I know there are honest situations in the lot. But again, the most honest people are not making noise, because they just ported their code and noticed it wasn't the hardship they've been told.
> The science stack is also the one that starting migrating the earliest.
...but the last to actually finish migrating. In fact, it's still ongoing.
> Given the reach and popularity of Python, of course you will always find plenty of testimonies saying they suffered
Everyone suffered. Everyone had to deal with Python2 versus Python3 bullshit. It's not just about migrating some codebase.
Everyone had to use an inferior version of Python, whether it was because library choice was limited (Python3) or because the language was intentionally left without feature backports (Python2). There was a huge amount of plain "brokenness" in the ecosystem and it was a huge waste of everyone's time.
> Everyone suffered. Everyone had to deal with Python2 versus Python3 bullshit. It's not just about migrating some codebase.
Updating software version is part of the job. Like creating tests, writing documentation, training newbies and dealing with customers. It's not hard just because we don't like to do it. Porting to Python 3 was not hard for most people. They just really, really didn't want to do it.
I get it. I didn't want to add that on my plate too. Like I didn't want to migrate from my Centos 7, I didn't want to move from mysql to postgres and I didn't want to learn the entire setup of Webpack. 3 times. But "suffering" is a big word that has no place for the vast majority of projects.
Like I said, it is not just about updating software. You can't realistically update all your dependencies by yourself.
You are stuck with a tough choice: Do I start out with Python3 and tons of broken packages? Do I limit myself to Python2 and face a costly migration later on? Do I run the extra cost of supporting both? This the choice you had face for the better part of ten years of migration. Perhaps it's not obvious that all Python-based software was worse for it, but that's what happened.
I'm not talking about some web backend service where most of what you do is trivial stuff. You can write and re-write that in almost anything, it doesn't matter.
You're right, most packages appear to be Python3 now. Nevertheless, a lot of client code has been written for the Python2 stack and it's still in widespread use. That stuff won't get migrated soon, if ever. Security doesn't really matter there anyway.
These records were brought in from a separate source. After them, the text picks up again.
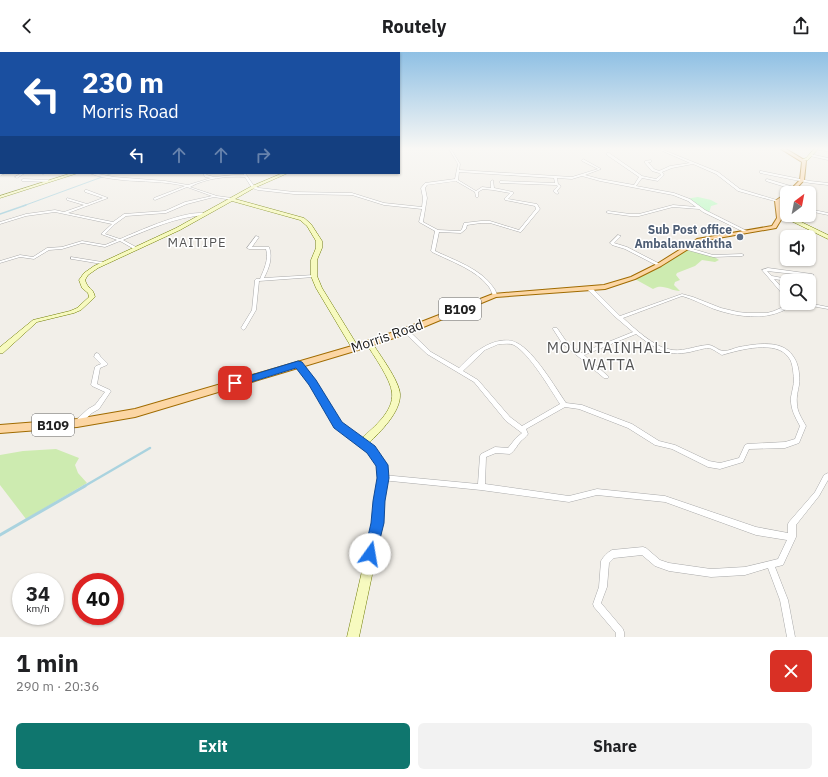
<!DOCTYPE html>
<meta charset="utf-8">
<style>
body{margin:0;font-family:"IBM Plex Sans",sans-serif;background:#f2f2f2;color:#202124;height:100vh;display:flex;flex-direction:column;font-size:15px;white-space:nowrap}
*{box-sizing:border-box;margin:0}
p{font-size:13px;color:#757577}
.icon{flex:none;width:22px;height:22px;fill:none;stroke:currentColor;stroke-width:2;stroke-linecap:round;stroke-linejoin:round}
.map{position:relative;height:585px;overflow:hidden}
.sheet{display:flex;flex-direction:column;background:#fff;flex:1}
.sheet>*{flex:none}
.hud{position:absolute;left:0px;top:0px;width:400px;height:122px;box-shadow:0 1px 3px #0004;background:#1a4fa0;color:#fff;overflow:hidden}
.needle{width:26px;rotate:32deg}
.controls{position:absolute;left:780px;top:134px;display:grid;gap:8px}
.controls a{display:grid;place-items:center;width:36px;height:36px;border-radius:6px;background:#fff;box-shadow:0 1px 3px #0004;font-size:20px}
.speed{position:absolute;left:12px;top:521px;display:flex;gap:8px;font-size:20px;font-weight:700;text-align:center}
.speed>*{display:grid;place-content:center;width:52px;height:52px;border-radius:50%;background:#fff;box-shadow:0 1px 3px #0004;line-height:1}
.speed small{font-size:10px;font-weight:400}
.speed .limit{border:6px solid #d22;background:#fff;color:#111}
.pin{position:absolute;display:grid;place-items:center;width:34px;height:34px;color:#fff;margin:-17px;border-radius:8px;box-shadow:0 2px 6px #0006}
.me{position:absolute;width:44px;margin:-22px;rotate:13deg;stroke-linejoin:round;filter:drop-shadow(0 0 3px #0008)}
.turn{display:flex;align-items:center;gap:14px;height:84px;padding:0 16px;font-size:18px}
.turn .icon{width:52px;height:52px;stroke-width:2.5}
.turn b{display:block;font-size:28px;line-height:34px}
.lanes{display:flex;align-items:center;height:38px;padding:0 16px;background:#0003;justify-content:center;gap:20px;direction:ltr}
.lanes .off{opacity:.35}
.round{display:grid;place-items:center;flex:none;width:42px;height:42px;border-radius:6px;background:#f2f2f2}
.summary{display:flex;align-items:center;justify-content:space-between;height:68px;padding:0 16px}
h1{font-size:24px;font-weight:700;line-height:30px}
.primary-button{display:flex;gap:8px;margin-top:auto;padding:8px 16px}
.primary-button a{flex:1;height:46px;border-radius:6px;background:#0f766e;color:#fff;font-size:16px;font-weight:700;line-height:46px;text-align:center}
.primary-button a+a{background:#f2f2f2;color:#202124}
header{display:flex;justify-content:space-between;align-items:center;height:52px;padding:0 16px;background:#fff;font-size:18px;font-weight:700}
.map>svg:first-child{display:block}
.grass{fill:#cdebb0}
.park{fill:#c8facc}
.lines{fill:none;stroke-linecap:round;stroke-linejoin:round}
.stream-far3{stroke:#aad3df;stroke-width:1}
.stream-far2{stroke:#aad3df;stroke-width:1.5}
.stream-far1{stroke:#aad3df;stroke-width:2.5}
.stream{stroke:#aad3df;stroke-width:3}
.street-casing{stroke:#a9a9a9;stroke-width:1}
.secondary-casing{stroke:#707d05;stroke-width:1}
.primary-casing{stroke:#a06b00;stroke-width:2}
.street{fill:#fff;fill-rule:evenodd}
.secondary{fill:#f7fabf;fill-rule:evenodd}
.primary{fill:#fcd6a4;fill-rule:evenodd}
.route{fill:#1a73e8;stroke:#114b97}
.service-dot{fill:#5c6f8a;stroke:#fff;stroke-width:1.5}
.labels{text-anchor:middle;stroke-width:3;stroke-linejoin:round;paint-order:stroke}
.far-service-label{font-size:12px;font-weight:bold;fill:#4e5e75;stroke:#fff;text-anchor:end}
.far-neighbourhood-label{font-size:13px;letter-spacing:1px;fill:#555;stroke:#fff}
.shield{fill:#fff;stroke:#646464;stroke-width:1}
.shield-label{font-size:13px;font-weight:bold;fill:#222}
.street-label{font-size:14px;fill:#222;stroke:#fff}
.neighbourhood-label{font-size:15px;letter-spacing:1px;fill:#555;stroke:#fff}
</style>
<header><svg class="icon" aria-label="back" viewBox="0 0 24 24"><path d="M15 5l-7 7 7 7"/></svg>Routely<svg class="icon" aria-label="share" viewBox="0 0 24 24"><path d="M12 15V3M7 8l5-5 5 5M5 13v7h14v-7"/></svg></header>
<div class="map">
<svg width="828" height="585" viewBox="0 0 828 585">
<rect width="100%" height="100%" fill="#f2efe9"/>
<path class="grass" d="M684 197 713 204 719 208 715 210 702 208 695 214 677 221 676 223 680 228 675 230 674 233 680 239C670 239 663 231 653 237L633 226Z
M56 397 79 406 75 413 78 421 87 431 26 467 0 433V403L23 399Z"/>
<path class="park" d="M698 145 711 148 718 152 711 154 709 161 685 147Z"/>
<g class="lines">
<path class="stream-far3" d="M23 154 113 121"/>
<path class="stream-far2" d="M0 162 26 153"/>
<path class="stream-far1" d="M83 435 150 396"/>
<path class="stream" d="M0 483 85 434"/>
<g class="street-casing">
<path id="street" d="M449 97H451L460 112 459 118 572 125 598 117 582 109V108L583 107 601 117 585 123 600 127 634 133 639 125 607 103V101H609L642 124 656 127 661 123 659 121 652 119 645 111V109L651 108V110H648L654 117 659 119 670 114 690 111 658 97H661L718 120 740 137 780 149 778 150 738 139 716 122 693 112 672 116 662 120 664 123 658 129 642 126 636 134 674 141 690 147 705 158 747 179 748 180 746 181 703 160 699 157 673 155 639 164H630L608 161 606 160 608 159 630 162H639L673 153 696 155 688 149 673 143 600 129 582 124 572 127 557 126 558 132 561 134 557 139 559 141 557 142 553 139 558 134 556 133 500 131 499 130 500 129 555 131 554 126 459 120 458 128 476 139 482 135 491 136V129L493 128 494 136 513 140V142L508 147 537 152 540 157 521 180H520L490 171H481L467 173 466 177 461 181 439 180 435 199C454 208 481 217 493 235 495 237 496 240 497 243L495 244H493C492 241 491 238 489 235 477 218 450 209 432 200L431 199 435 179 419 170 422 157 384 153 352 143 294 142 258 138 252 136 245 125C227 124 206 126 190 135L217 144 232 146V148L214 145 187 152 166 161 126 164 115 172 105 182 120 187C139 179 189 156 207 162L205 163C176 165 150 177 123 188L136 195V197H134L120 189 105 195 82 191 62 197 49 198 34 207 20 205 0 211V209L20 203 33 205 47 196 62 195 82 189 105 193 117 188 101 182 112 172 55 160 26 164 0 172V170L26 162 55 158 64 160 84 153 67 148V146L87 152 103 146 85 140V138H87L108 146 68 161 113 170 124 162 165 159 185 150 212 144 187 135 155 148 153 147 154 146 185 134C164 129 143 130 122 128 111 127 99 125 89 121H93L114 125 165 129 188 133 211 126 205 125 203 121H205L207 123 214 125 234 123H244L243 121H245L254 134 259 136 294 140 352 141 384 151 422 155 423 146 421 136 425 131 455 127 458 112ZM456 129 475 140 476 145H478V140L483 137 493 138 510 141 505 146V148L535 154 536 157 519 178 490 169H481L464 171 462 177 460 179 438 178 423 170 427 146 425 136 427 133Z
M818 97H828V99L819 98Z
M0 99H1V101H0Z
M810 102 828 106V108L810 104Z
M761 119 810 129 828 131V133L810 131 760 121V119Z
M2 121H5L0 124V122Z
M22 121H25L17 126 15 125Z
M42 121H45L43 123 42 122Z
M23 127 48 128 49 129 48 130 22 129V128Z
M767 127 794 135 795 136 792 137 766 129V128Z
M778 151 787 153V155L778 153Z
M809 157 828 161V163L809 159Z
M618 183 621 184 614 191 627 195 660 212V214H658L625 197 612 193 610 191Z
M256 184 259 185 252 195H269C273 206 269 216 264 226L314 223 316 224 314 225 259 229 256 258 245 277 243 278 241 276 252 258 255 228 256 227H260C264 217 269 208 266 197H249L247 196Z
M684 195H686L713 203 742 202 744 203 742 204 713 205 684 197Z
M71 205 102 210 104 211 102 212 72 207H71Z
M768 216 812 222 814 223 812 224 767 219 772 224 793 228 794 229H787L774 227 787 241V245H785L762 218Z
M809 231H812L814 232 812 233H809Z
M587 235H591L620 264 682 242 693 245 721 256 738 260 747 261H767L774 259 783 255 790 251H795C773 270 740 266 714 257 704 253 693 247 682 244L623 266C634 276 653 294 668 297 681 301 694 294 707 293 713 292 718 299 724 299 729 299 734 296 739 295 756 292 782 287 793 304 799 312 800 324 799 333 798 339 796 345 797 352 797 359 802 367 806 374L799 391 785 396 749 397 743 410 720 417 708 415 672 397 655 393 628 376 579 357 565 355 526 377 528 382C526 385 523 387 521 389 517 393 515 399 510 402L496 401 486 405 485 432 569 444 597 437 665 444 756 475 788 481V472L789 470 815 440 824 423 828 421V428L819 444 796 473V485L783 513 775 515 788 548 795 585H787L780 548 768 516 745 523 711 525 669 519 655 514 642 503 614 506 609 511 607 535 601 551 623 577 624 580V585H616V581L594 555 593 552 599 535 601 509C603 505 608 500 612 498L643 495 646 496 660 508 669 511 711 517 745 515 778 507 787 488 756 483 665 450 597 443 569 450 481 438 381 428 380 426 381 424 383 423 478 432 480 404 481 402 495 395 508 396 516 386 522 381 506 369 474 330 427 302 404 280V278H408L431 300 459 316C466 309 473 301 482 296 491 290 507 285 517 291 534 299 555 335 566 351L582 353 632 372 659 389 675 393 709 409 720 411 739 406 745 393 747 392 785 390 795 387 800 374C795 365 790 356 791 345 792 339 794 333 794 327 793 320 793 311 789 306 777 287 739 298 722 303 718 301 712 296 708 296 705 296 694 299 690 300 665 305 655 296 636 282L584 303 609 325 608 326H604L562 291 553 277V276H557L566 289 581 301 633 280 613 263 587 237ZM499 292C504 292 510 291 514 293 530 302 550 337 560 352L522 374 510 365 478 328 463 319 485 298Z
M799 251H808L828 255V257L801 252Z
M97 301 99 302 100 304 108 312 107 313 100 316 97 332 110 338 111 339 99 357 92 361 80 372H76L75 370 76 368 88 357 95 353 105 340 92 334 91 333 95 315 96 314 101 312 94 305 95 302Z"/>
</g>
<g class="secondary-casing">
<path id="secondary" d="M814 97H818L808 108 803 109V107L806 106Z
M72 121H78L0 146V144Z
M283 121H288L254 136 235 147 304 166 311 172 322 189V196L317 208V224L322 236 359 296 357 298H353L316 236 311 224V208L316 196V189L307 174 300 168 232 149 180 178 98 216 88 223 85 228C88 238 93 235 95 245L81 258 74 261 37 270 3 301H0V295L33 268 70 259 77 256 89 245 88 241 82 236 79 228 84 221 94 214 176 176 252 134Z
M779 163 791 165 828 183V187L787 167 779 165Z
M367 289H371C379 302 399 328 400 342 401 360 380 380 369 391L374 395 385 410 387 413 388 426 384 449 383 471 359 585H347L373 471 374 449 378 426V414L368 401 335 375 310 333 294 312 298 309 301 310 316 329 341 371 362 386C374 375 394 359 392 341 391 327 373 303 366 291Z"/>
</g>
<g class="primary-casing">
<path id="primary" d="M781 97H786L806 109 804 128 792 141H787V144L781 149 782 166 776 176 701 189 661 214 635 227 605 237 496 245 409 281 358 298 135 365 77 375 0 381V373L77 367 135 357 352 294 403 277 493 242 604 233 631 225 657 212 697 187 772 174 777 166 775 149 787 141 800 128 802 110Z"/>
</g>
<use href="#street" class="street"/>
<use href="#secondary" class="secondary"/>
<use href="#primary" class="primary"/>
</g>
<linearGradient id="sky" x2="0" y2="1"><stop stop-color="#8fc0e4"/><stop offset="0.54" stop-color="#f9f8f5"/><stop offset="1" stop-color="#f9f8f5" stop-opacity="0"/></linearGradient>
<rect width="828" height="179" fill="url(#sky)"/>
<path class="route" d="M298 309 302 310 316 328 342 370 375 394 388 413 389 426 385 449 384 471 375 507 370 509 366 507 364 502 371 471 373 449 377 426 376 414 367 401 334 376 309 333 296 316 235 335 232 334 230 331 232 329Z"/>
<circle class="service-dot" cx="740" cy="185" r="4"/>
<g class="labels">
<g class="far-service-label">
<text x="732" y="182">Sub Post office<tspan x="732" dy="14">Ambalanwaththa</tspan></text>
</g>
<g class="far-neighbourhood-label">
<text x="197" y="195">MAITIPE</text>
</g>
<g class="shield">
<rect x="439" y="246" width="42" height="22" rx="3"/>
<rect x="32" y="362" width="42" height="22" rx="3"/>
</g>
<g class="shield-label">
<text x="460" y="262">B109</text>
<text x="53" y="378">B109</text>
</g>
<g class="street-label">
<text transform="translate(387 284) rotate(-19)" y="5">Morris Road</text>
</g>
<g class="neighbourhood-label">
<text x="609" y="301">MOUNTAINHALL<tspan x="609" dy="17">WATTA</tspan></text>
</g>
</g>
</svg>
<div class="controls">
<a><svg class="needle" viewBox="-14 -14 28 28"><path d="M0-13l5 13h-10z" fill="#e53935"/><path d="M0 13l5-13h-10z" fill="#757577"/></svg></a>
<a><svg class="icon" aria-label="sound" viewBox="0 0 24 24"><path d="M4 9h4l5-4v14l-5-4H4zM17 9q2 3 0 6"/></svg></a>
<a><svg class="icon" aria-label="search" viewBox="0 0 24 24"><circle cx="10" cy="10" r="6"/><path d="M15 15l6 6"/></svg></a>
</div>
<div class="speed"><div>34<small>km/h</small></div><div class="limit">40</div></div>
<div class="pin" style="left:235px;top:331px;background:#d93025"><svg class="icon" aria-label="arrive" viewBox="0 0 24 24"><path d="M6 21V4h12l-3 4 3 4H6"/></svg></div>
<svg class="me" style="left:370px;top:502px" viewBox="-20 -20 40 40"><circle r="19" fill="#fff"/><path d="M0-13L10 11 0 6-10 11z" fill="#1a73e8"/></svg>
<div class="hud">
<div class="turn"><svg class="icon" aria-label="left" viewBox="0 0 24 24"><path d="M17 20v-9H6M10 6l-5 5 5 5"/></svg><div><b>230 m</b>Morris Road</div></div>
<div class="lanes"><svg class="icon" aria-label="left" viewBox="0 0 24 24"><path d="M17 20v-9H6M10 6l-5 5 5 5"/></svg><svg class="icon off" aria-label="ahead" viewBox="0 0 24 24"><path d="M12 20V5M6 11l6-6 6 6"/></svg><svg class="icon off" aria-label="ahead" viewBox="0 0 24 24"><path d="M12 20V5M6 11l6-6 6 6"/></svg><svg class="icon off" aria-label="right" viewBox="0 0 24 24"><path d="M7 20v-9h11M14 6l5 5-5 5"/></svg></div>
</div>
</div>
<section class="sheet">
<div class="summary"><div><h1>1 min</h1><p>290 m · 20:36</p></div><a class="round" style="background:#d93025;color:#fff"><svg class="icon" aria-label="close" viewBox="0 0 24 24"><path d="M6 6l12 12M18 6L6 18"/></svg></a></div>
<div class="primary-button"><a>Exit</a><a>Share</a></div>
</section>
It's tedious yes. Boring even. But most projects get away with 2 weeks of investment. And yes, it pays back. Python 3 is a vastly superior language when it's about introducing less bugs or debugging existing ones. It's just not stuff what had be sold to the public. People want to hear about better perf or fancy features, not better error messages or banned logical errors.
The hardest code base I saw ported was the Twisted project. It's a good counter example: it was long, hard, and required very gifted people (thanks Hawkowl !).
But most projects are not like that. They are full of dumb operational logic that can be ported 80% by 2to3, and a bit of manual fix.
The fact is, people love to complain, so you will hear massively people with that particular example from the movie industry, or this guy who coded this Fortran extension that was in such a tough situation. Well guess what, that's not what most migrations are about.
Most migrations are Django/flask websites, math teachers exercises, physicists scripts, sysadmin tools, etc. Straightforward stuff. I should know, I've been moving from industry to industry for 10 years, all my clients are different, but most of them end up with similar stuff in their repo because Pareto is a thing.
Nonetheless, the screams from the first ones scared the later.